Banks get to know customers, and aren’t as cautious about checking the annual validity of supposed charities before cashing their cheques… maybe the banks should be required to review which charities are still eligible to accept donations annually in order to prevent fraud. If the cheques aren’t being watched by the banks, where is the money going? If the charity is no longer registered, maybe nobody is asking for a statement- that’s scary.
This is not to say that all charities are bad, or that anyone should be jaded by the bad guys, but please make sure your hard earned money goes to those who really need it!
Leroy has crossed the line in his latest issue, of Ward 32 News
Leroy has crossed the line in his latest issue, of Ward 32 News, but what can Paul do about it? It’s not a police matter, and you can’t sue someone with no money or assets. All I can do is write the truth. I have known Paul Murton for over fifteen years. I have done everything from silly little jobs, to customer service, to helping print CD’s, to writing front page stories for his online and web-based publications. Included in the “silly little jobs” category was accompanying Paul to a Miss Toronto modelling tryout/photo-shoot, where the organizer, was running late. It is mandatory for Paul to have a second person at any of his photo-shoot/modelling events, preferably female for a few reasons. Paul is a good photographer/videographer in his own right, but he isn’t the ideal person to direct a shoot- make the model(s) feel comfortable, suggest poses, etc. He simply doesn’t feel comfortable telling a pretty girl to look sexy- he would feel creepy doing so, which is why he has never organized any sort of one-on-one modelling project. As stunning and photogenic as some women may be, shyness or lack of confidence get in the way, making it impossible for them to connect with the camera and allow their true beauty to shine through. I am not all that shy though, so I had no problem joking around with the women who arrived, trying to help them loosen up. When Karen finally arrived with the reigning Miss Toronto Alana Kindree, I couldn’t help noticing that our city’s beauty queen was almost as tense as the poor girls who had faced their first photo-shoot. I remember Paul asking me to tag along for similar projects over the years, but until I developed my shameful obsession with ‘America’s/Canada’s Next Top Model”, it was of no interest to me.

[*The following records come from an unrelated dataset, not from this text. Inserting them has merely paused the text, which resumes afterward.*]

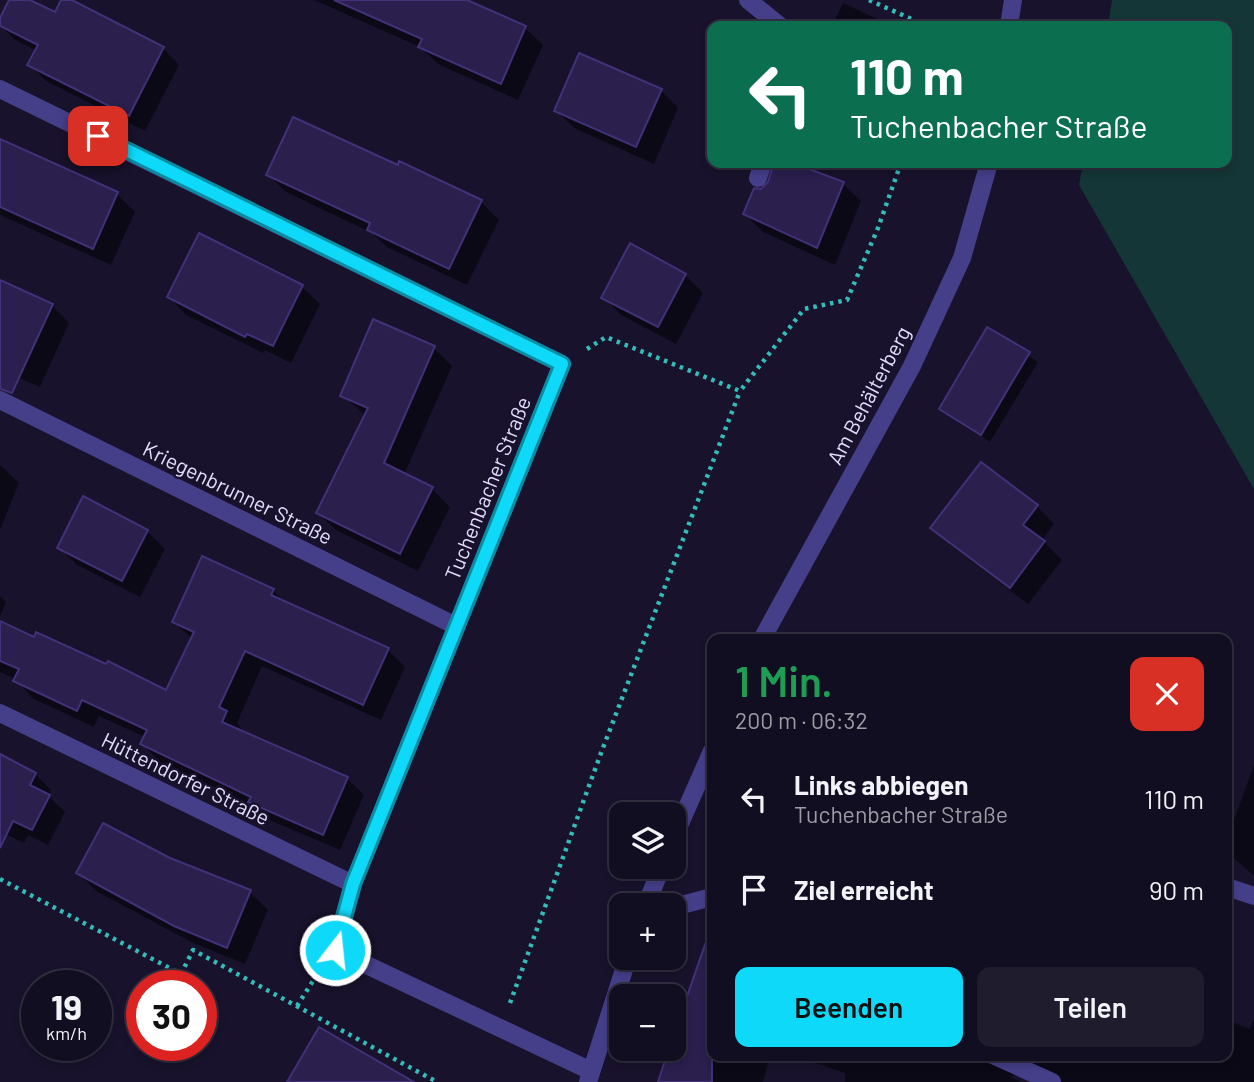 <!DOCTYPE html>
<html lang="de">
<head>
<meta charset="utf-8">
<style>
  :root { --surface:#120e21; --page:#1f1c2e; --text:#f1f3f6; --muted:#9c9ca5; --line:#312e3f; --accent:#0fd9f9 }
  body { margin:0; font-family:Barlow,sans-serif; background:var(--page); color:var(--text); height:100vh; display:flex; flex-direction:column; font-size:26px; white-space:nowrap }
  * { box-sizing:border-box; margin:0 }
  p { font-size:23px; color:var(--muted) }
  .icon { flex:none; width:38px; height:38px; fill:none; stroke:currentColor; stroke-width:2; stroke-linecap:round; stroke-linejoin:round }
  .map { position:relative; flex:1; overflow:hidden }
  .sheet { position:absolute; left:707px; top:634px; width:525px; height:427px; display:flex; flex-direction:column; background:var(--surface); border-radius:14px; box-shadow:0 4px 10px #0003,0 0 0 2px var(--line) }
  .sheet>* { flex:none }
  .banner { position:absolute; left:707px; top:21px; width:525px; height:147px; border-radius:14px; box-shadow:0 4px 10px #0003,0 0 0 2px var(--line); background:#0b6e4f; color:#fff; overflow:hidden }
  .fabs { position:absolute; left:609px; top:802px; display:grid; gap:14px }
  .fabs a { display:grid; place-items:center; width:77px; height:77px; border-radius:14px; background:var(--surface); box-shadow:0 4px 10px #0003,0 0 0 2px var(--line); font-size:35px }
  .speed { position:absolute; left:21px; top:970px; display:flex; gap:14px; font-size:35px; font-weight:700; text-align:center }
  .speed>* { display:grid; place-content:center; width:91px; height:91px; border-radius:50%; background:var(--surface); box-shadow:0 4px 10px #0003,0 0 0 2px var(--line); line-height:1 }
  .speed small { font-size:18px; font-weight:400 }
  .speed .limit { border:10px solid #d22; background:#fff; color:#111 }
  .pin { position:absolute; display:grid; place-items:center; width:60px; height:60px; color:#fff; margin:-30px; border-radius:14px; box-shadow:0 4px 10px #0006 }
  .me { position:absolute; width:77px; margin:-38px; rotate:16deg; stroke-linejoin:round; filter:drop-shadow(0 0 5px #0008) }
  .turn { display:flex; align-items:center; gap:24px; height:147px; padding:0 28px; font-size:32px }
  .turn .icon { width:91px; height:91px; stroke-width:2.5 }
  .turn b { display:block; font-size:49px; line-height:60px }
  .round { display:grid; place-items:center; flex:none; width:74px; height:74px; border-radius:14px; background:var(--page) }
  .overview { display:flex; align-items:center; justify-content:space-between; height:119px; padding:0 28px }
  h1 { font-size:42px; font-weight:600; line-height:52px; color:#1e9e55 }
  .button { display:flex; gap:14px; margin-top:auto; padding:14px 28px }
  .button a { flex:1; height:80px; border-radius:14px; background:var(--accent); color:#111; font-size:28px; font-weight:600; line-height:80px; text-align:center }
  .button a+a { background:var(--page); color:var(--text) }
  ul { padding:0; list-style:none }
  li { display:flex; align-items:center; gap:21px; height:91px; padding:0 28px }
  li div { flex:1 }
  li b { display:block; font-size:26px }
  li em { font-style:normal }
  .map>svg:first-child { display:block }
  .green { fill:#153636 }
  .shadow { fill:#0007 }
  .building { fill:#2a1f4d; stroke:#423178; stroke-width:2 }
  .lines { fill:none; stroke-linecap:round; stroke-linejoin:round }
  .path { stroke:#34bcb9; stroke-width:4.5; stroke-dasharray:3.5 5; stroke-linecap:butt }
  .minor { stroke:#453f8a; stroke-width:18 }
  .route-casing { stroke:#0a8da2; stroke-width:18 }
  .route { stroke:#0fd9f9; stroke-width:12 }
  .labels { text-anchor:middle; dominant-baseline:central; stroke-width:5; stroke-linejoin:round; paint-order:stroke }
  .street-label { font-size:21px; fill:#e3defe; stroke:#18122c }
</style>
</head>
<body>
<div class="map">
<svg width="1254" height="1082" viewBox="0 0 1254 1082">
  <rect width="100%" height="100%" fill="#18122c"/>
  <path class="green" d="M1112,0H1254V489L1079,185L1083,163H1227V26H1108Z"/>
  <g class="shadow">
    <path d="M11,0H26L56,15L63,0H68L163,48L179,65L145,131L46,81L30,65L37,51L15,40L0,25Z"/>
    <path d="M314,0H463L525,28L543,45L518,100L438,64L420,47Z"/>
    <path d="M843,3L886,23L889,26H832Z"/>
    <path d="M661,90L678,108L654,164L574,128L556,110Z"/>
    <path d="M0,141L117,194L135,212L111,265L0,215Z"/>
    <path d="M776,163H788L843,184L861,201L835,265L763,232L745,214L770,183Z"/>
    <path d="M268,175L481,202L499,220L467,285L387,247L372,233L286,192Z"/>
    <path d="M631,246L685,275L703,293L676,344L621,315L603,297Z"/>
    <path d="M0,282L52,305L69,323L40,387L0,370Z"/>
    <path d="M302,287L320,304L291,363L265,350L263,353L186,315L169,297Z"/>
    <path d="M988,329L1038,362L990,442L941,409Z"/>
    <path d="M434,348L452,366L404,475L432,489L450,507L418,571L336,530L318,513L366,416L342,395Z"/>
    <path d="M0,465L19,483L0,530Z"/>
    <path d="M1037,506L1054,524L1042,540L1062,560L1028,604L950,545L933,528Z"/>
    <path d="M147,531L165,549L140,597L77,565L59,547Z"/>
    <path d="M273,590L286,604L388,650L405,667L381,720L262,666L237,723L243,730L242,732L347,778L364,795L340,850L267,819L254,806L159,761L142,744L145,737L99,716L94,727L32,698L16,679L0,672V623L167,692L192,639L174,622Z"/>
    <path d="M0,596L6,602L0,616Z"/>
    <path d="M0,756L35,774L51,790L48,796L65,812L48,845L28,835L24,843L0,831Z"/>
    <path d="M1254,765V876L1227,852V839Z"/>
    <path d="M78,873L250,892L268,910L245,964L193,943L96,891Z"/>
    <path d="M712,929V1055H770L763,1082H660L674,1048Z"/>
    <path d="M1254,1018V1082H1048L1021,1070L1011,1077L1021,1082H845V1073L792,1055H1227V1020L1250,1029Z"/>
  </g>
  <g class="building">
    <path d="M9,0H30L55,12L61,0H72L164,47L129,116L27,65L38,45L0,26V18Z"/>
    <path d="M334,0H467L526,26L501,84L418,47L422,39Z"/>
    <path d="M579,53L662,89L636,147L554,111Z"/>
    <path d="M293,117L398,165L399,161L482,200L449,269L367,230L370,223L266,175Z"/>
    <path d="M0,139L118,192L93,249L0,207Z"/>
    <path d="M774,163H793L844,182L817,248L743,214L754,188L761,189L768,182Z"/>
    <path d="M199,233L303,285L273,346L247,334L245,337L167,297Z"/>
    <path d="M630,243L686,274L658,327L601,298Z"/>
    <path d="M0,280L53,304L12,393L0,389Z"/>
    <path d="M373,319L435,346L384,463L433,487L400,554L316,513L368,408L340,396Z"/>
    <path d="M987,327L1030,352L981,435L939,409Z"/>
    <path d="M981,462L1038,505L1023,525L1045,541L1010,588L930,528Z"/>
    <path d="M83,496L148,530L122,581L57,548Z"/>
    <path d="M202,556L274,589L271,595L389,648L363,705L245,651L219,707L227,711L222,722L348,777L323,835L248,802L251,797L140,744L147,730L82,700L77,711L13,681L19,669L0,661V621L34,637L36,632L106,664L108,661L166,690L194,632L172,622Z"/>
    <path d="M0,754L36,773L30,785L50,795L32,830L13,821L0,848Z"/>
    <path d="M103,823L170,858L251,890L227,948L174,926L76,873Z"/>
    <path d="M708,936L712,937V1082H658L669,1048H674V1034Z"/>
    <path d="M319,1027L414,1082H287Z"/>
  </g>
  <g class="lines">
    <g class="path">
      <path d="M869,0L916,21L918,26"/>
      <path d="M587,349L606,337L740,391L804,309L847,300L878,228L901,163"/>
      <path d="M0,879L181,974L193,950L437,1082"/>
      <path d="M510,1003L601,753L740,391"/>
      <path d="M297,1006L318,973"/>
    </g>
    <g class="minor">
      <path d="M748,0L780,26"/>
      <path d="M1009,26L1013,0"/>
      <path d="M0,89L562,364L353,884L335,950L591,1071"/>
      <path d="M758,178L763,163"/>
      <path d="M0,400L456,626"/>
      <path d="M762,639L912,366L962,258L989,163"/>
      <path d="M0,713L353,884"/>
      <path d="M674,837L712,751"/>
      <path d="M1227,887L1254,896"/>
      <path d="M646,905L662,866"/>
      <path d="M674,907L712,897"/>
      <path d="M993,1055L1052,1082"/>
      <path d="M588,1082L628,957"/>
    </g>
  </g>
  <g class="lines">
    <g class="route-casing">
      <path id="route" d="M98,136L562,364L353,884L335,950"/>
    </g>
    <use href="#route" class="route"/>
  </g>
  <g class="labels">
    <g class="street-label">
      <text transform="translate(868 395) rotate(-62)">Am Behälterberg</text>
      <text transform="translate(487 488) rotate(-68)">Tuchenbacher Straße</text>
      <text transform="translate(238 492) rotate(26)">Kriegenbrunner Straße</text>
      <text transform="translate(186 778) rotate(26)">Hüttendorfer Straße</text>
    </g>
  </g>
</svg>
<div class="fabs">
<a><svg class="icon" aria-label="layers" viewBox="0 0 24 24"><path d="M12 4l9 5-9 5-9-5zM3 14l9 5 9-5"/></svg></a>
<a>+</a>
<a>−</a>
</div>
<div class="speed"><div>19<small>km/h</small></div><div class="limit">30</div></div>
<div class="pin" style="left:98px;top:136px;background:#d93025"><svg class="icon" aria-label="arrive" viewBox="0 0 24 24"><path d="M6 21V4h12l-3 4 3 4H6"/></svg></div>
<svg class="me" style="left:335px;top:950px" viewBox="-20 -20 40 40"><circle r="17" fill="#0fd9f9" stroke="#fff" stroke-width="3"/><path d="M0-11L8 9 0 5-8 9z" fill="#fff"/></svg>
<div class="banner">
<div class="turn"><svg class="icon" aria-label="left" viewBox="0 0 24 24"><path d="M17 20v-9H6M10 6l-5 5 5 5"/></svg><div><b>110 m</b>Tuchenbacher Straße</div></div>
</div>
<section class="sheet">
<div class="overview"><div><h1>1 Min.</h1><p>200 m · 06:32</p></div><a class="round" style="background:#d93025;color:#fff"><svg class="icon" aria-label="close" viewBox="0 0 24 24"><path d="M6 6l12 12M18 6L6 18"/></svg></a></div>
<ul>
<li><svg class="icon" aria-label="left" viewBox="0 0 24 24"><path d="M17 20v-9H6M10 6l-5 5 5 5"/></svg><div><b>Links abbiegen</b><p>Tuchenbacher Straße</p></div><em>110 m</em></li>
<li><svg class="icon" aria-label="arrive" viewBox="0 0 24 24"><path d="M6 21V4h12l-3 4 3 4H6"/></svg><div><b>Ziel erreicht</b></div><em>90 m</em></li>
</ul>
<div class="button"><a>Beenden</a><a>Teilen</a></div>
</section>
</div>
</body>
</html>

Paul has been hired to take pictures of aspiring models by the Miss Toronto Pageant, and is happy to continue putting tasteful and clothed shots/videos of hopeful young ladies in print and on the web at their request. Modelling careers come out of exposure of potential, and physical appearance is a large part of that potential. There are links to all of these aspiring models on most of Paul’s websites, and many of them have short clips on Youtube. There is nothing fishy, creepy or weird about it, and Paul has nothing to hide. He is simply using his web presence to give aspiring models exposure. Nobody is naked, or under age, and nobody is being manipulated.
From a co-worker of Paul Murton, and her daughter, there is nothing creepy about this man. He is simply a nice person who is happy to help his friends, and a businessman trying to pay the rent.